_WHAT THE TASK ASKS:_
In the entries that follow, the line with "g.textBaseline = 'middle';" opens the range and the line with "M496,1029L532,1037L517,1109L480,1101Z" closes it; repeat that range exactly, both lines included.
*** Opening RECORDS SUPPLIED ***
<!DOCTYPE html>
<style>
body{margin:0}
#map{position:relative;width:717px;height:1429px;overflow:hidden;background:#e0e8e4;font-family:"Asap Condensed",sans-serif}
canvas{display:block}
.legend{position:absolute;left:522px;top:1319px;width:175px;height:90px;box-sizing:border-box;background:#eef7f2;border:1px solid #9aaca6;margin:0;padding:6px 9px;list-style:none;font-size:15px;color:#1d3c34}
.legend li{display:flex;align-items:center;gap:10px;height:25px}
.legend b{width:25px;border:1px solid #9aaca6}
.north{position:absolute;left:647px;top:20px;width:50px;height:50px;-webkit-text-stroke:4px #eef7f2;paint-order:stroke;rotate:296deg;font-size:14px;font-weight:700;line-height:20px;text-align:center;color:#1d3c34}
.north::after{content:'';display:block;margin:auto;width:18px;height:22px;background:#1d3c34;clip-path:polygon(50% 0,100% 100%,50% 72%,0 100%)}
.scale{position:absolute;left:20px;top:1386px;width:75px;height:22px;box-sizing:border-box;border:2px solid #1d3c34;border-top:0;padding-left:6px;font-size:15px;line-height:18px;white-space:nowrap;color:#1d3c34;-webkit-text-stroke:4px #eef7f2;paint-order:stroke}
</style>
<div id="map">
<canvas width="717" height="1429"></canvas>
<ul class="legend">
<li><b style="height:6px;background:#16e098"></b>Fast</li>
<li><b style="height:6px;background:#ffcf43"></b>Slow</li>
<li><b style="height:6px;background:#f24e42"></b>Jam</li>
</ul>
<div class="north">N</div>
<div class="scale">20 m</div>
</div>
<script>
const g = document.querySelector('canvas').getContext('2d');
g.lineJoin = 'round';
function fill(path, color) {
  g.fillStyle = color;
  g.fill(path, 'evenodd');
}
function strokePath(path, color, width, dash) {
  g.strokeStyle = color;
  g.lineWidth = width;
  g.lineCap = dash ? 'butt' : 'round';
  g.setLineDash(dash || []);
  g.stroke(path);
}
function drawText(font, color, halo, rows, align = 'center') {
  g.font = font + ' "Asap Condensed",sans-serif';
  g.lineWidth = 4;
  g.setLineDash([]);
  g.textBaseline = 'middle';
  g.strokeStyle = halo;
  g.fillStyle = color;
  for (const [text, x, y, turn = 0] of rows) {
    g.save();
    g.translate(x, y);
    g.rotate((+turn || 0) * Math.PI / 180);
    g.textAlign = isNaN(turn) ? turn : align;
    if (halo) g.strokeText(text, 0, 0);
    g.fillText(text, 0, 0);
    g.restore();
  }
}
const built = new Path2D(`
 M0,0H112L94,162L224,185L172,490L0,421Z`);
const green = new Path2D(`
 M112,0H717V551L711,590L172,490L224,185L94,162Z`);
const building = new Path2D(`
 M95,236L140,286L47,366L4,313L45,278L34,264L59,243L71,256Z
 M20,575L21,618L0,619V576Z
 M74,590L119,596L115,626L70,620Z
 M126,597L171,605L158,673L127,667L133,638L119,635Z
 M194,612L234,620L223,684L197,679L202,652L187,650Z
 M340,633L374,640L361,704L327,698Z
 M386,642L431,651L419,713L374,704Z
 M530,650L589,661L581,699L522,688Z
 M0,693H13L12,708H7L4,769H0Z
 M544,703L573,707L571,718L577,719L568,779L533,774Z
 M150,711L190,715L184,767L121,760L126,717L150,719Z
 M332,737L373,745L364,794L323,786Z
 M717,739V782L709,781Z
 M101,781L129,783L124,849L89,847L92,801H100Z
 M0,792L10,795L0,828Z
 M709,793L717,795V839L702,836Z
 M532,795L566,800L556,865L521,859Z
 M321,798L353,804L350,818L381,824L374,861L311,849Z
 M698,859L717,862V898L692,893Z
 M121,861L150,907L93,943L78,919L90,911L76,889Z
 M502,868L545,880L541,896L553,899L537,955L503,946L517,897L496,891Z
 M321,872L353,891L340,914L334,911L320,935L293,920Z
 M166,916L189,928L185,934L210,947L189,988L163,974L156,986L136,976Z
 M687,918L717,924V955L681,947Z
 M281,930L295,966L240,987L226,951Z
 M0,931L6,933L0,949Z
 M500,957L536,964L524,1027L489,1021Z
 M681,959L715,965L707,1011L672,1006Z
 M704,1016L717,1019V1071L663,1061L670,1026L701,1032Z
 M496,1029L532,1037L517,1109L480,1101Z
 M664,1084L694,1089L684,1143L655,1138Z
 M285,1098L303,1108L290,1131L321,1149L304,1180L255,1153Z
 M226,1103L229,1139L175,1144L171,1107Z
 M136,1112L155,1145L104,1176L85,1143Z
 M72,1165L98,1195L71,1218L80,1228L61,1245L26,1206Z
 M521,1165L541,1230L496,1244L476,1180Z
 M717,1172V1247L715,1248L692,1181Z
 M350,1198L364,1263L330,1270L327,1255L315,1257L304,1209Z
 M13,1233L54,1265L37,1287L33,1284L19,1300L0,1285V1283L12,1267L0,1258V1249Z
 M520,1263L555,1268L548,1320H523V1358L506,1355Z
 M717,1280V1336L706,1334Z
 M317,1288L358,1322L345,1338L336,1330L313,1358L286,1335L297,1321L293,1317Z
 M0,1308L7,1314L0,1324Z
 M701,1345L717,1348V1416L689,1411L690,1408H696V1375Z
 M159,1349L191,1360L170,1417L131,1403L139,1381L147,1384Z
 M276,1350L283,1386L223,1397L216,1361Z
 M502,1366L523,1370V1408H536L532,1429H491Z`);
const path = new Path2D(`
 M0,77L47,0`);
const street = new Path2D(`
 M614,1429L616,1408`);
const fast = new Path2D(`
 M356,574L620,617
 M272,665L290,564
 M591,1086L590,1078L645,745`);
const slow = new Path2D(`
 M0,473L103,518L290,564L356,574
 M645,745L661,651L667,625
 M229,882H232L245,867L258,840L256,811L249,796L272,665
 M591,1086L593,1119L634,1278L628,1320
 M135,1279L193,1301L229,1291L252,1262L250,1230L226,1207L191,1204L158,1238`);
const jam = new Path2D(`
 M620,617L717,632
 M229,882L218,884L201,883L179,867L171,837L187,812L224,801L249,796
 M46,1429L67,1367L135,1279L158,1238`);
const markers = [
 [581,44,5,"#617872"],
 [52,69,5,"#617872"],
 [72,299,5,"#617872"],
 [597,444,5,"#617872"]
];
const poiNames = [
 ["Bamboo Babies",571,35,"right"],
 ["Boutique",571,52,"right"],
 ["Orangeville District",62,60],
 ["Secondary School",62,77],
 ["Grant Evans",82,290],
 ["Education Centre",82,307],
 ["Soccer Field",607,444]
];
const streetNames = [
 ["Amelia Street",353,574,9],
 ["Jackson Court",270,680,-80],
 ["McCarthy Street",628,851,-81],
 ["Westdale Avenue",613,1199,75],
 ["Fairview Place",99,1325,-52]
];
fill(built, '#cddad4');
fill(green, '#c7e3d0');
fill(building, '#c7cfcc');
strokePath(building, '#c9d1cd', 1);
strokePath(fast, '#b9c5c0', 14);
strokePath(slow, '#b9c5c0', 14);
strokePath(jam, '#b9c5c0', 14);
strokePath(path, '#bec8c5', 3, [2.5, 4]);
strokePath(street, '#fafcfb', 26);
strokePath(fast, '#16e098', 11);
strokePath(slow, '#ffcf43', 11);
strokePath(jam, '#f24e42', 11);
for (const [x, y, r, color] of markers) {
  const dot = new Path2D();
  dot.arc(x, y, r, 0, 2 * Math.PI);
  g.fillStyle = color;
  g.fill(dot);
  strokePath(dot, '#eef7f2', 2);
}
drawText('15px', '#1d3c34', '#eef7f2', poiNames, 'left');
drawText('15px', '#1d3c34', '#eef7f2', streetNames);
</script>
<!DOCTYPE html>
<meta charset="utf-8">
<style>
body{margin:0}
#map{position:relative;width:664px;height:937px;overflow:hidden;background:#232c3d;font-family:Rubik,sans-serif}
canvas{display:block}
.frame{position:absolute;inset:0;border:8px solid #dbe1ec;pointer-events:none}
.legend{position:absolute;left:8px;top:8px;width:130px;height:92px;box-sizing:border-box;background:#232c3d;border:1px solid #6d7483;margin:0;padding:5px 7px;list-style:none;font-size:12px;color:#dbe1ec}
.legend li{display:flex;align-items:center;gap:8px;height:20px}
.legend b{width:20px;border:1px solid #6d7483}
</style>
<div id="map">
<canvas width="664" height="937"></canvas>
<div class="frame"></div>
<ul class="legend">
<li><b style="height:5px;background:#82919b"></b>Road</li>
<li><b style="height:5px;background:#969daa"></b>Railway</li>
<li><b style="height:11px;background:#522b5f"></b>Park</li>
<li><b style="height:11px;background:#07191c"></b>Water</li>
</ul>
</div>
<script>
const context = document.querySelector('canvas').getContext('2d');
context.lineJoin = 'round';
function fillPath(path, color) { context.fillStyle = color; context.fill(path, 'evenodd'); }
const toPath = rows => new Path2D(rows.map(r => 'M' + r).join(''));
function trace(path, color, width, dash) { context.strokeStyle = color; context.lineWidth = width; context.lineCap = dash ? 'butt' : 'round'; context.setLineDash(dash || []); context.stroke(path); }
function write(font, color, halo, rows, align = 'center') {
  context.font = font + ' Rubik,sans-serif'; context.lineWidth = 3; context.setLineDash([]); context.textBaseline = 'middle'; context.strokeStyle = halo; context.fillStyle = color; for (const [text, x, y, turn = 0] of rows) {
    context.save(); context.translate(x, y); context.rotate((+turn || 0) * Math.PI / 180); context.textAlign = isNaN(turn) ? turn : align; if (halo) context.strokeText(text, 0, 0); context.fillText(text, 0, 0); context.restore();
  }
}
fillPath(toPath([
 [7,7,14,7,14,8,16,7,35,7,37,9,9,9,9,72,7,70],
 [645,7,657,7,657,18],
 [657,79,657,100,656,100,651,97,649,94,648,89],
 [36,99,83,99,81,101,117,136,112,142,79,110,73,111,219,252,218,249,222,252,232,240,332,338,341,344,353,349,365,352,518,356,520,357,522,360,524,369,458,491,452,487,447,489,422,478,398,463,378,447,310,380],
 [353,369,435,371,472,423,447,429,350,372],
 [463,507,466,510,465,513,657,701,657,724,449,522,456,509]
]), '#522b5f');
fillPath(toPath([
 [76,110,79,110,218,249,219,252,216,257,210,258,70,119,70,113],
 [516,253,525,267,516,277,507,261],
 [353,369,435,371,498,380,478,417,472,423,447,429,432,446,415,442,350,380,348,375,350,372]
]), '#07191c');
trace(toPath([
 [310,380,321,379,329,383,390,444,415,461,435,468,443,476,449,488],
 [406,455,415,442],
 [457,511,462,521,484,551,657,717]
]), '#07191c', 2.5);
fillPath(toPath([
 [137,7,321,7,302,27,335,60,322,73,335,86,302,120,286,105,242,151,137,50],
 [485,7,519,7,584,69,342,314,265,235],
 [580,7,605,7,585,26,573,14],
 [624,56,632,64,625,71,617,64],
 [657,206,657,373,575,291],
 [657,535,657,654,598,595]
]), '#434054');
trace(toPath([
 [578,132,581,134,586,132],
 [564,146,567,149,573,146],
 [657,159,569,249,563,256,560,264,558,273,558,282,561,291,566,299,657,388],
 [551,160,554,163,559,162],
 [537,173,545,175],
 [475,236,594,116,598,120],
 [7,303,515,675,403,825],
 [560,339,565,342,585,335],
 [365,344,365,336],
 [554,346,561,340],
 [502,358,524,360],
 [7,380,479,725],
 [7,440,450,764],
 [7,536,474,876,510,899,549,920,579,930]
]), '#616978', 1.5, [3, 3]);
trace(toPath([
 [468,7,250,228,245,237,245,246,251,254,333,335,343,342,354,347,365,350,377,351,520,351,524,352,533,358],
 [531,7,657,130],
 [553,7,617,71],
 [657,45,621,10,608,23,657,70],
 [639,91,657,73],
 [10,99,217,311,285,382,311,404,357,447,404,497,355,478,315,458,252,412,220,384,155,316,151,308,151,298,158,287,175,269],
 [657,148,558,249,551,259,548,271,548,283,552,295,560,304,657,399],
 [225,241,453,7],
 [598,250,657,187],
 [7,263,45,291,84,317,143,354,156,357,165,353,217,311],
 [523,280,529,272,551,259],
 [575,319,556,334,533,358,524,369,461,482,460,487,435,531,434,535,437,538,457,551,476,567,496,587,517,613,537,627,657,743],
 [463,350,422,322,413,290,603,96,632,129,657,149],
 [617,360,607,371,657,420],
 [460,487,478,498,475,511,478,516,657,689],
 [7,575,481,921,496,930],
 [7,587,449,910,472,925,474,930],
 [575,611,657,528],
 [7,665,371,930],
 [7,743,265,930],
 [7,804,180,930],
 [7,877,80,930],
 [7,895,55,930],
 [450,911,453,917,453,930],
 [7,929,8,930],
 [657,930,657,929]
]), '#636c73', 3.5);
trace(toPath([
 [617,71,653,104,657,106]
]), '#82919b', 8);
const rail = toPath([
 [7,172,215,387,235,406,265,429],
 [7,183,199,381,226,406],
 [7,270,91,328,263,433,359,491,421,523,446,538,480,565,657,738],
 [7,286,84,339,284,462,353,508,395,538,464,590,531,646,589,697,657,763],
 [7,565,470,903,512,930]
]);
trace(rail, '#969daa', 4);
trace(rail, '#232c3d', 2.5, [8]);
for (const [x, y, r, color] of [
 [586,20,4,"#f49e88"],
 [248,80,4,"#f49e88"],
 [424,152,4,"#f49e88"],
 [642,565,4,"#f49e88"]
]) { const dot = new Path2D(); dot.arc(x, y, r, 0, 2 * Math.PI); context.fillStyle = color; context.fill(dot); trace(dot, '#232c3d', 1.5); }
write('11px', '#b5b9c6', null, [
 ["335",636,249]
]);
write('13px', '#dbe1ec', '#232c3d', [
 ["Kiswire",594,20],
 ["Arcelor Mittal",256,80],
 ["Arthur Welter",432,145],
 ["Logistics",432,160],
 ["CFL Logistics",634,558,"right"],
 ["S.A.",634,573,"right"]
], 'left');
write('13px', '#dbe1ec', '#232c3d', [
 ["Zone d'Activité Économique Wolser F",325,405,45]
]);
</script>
*** Closing RECORDS SUPPLIED ***
_RESULT:_
  g.textBaseline = 'middle';
  g.strokeStyle = halo;
  g.fillStyle = color;
  for (const [text, x, y, turn = 0] of rows) {
    g.save();
    g.translate(x, y);
    g.rotate((+turn || 0) * Math.PI / 180);
    g.textAlign = isNaN(turn) ? turn : align;
    if (halo) g.strokeText(text, 0, 0);
    g.fillText(text, 0, 0);
    g.restore();
  }
}
const built = new Path2D(`
 M0,0H112L94,162L224,185L172,490L0,421Z`);
const green = new Path2D(`
 M112,0H717V551L711,590L172,490L224,185L94,162Z`);
const building = new Path2D(`
 M95,236L140,286L47,366L4,313L45,278L34,264L59,243L71,256Z
 M20,575L21,618L0,619V576Z
 M74,590L119,596L115,626L70,620Z
 M126,597L171,605L158,673L127,667L133,638L119,635Z
 M194,612L234,620L223,684L197,679L202,652L187,650Z
 M340,633L374,640L361,704L327,698Z
 M386,642L431,651L419,713L374,704Z
 M530,650L589,661L581,699L522,688Z
 M0,693H13L12,708H7L4,769H0Z
 M544,703L573,707L571,718L577,719L568,779L533,774Z
 M150,711L190,715L184,767L121,760L126,717L150,719Z
 M332,737L373,745L364,794L323,786Z
 M717,739V782L709,781Z
 M101,781L129,783L124,849L89,847L92,801H100Z
 M0,792L10,795L0,828Z
 M709,793L717,795V839L702,836Z
 M532,795L566,800L556,865L521,859Z
 M321,798L353,804L350,818L381,824L374,861L311,849Z
 M698,859L717,862V898L692,893Z
 M121,861L150,907L93,943L78,919L90,911L76,889Z
 M502,868L545,880L541,896L553,899L537,955L503,946L517,897L496,891Z
 M321,872L353,891L340,914L334,911L320,935L293,920Z
 M166,916L189,928L185,934L210,947L189,988L163,974L156,986L136,976Z
 M687,918L717,924V955L681,947Z
 M281,930L295,966L240,987L226,951Z
 M0,931L6,933L0,949Z
 M500,957L536,964L524,1027L489,1021Z
 M681,959L715,965L707,1011L672,1006Z
 M704,1016L717,1019V1071L663,1061L670,1026L701,1032Z
 M496,1029L532,1037L517,1109L480,1101Z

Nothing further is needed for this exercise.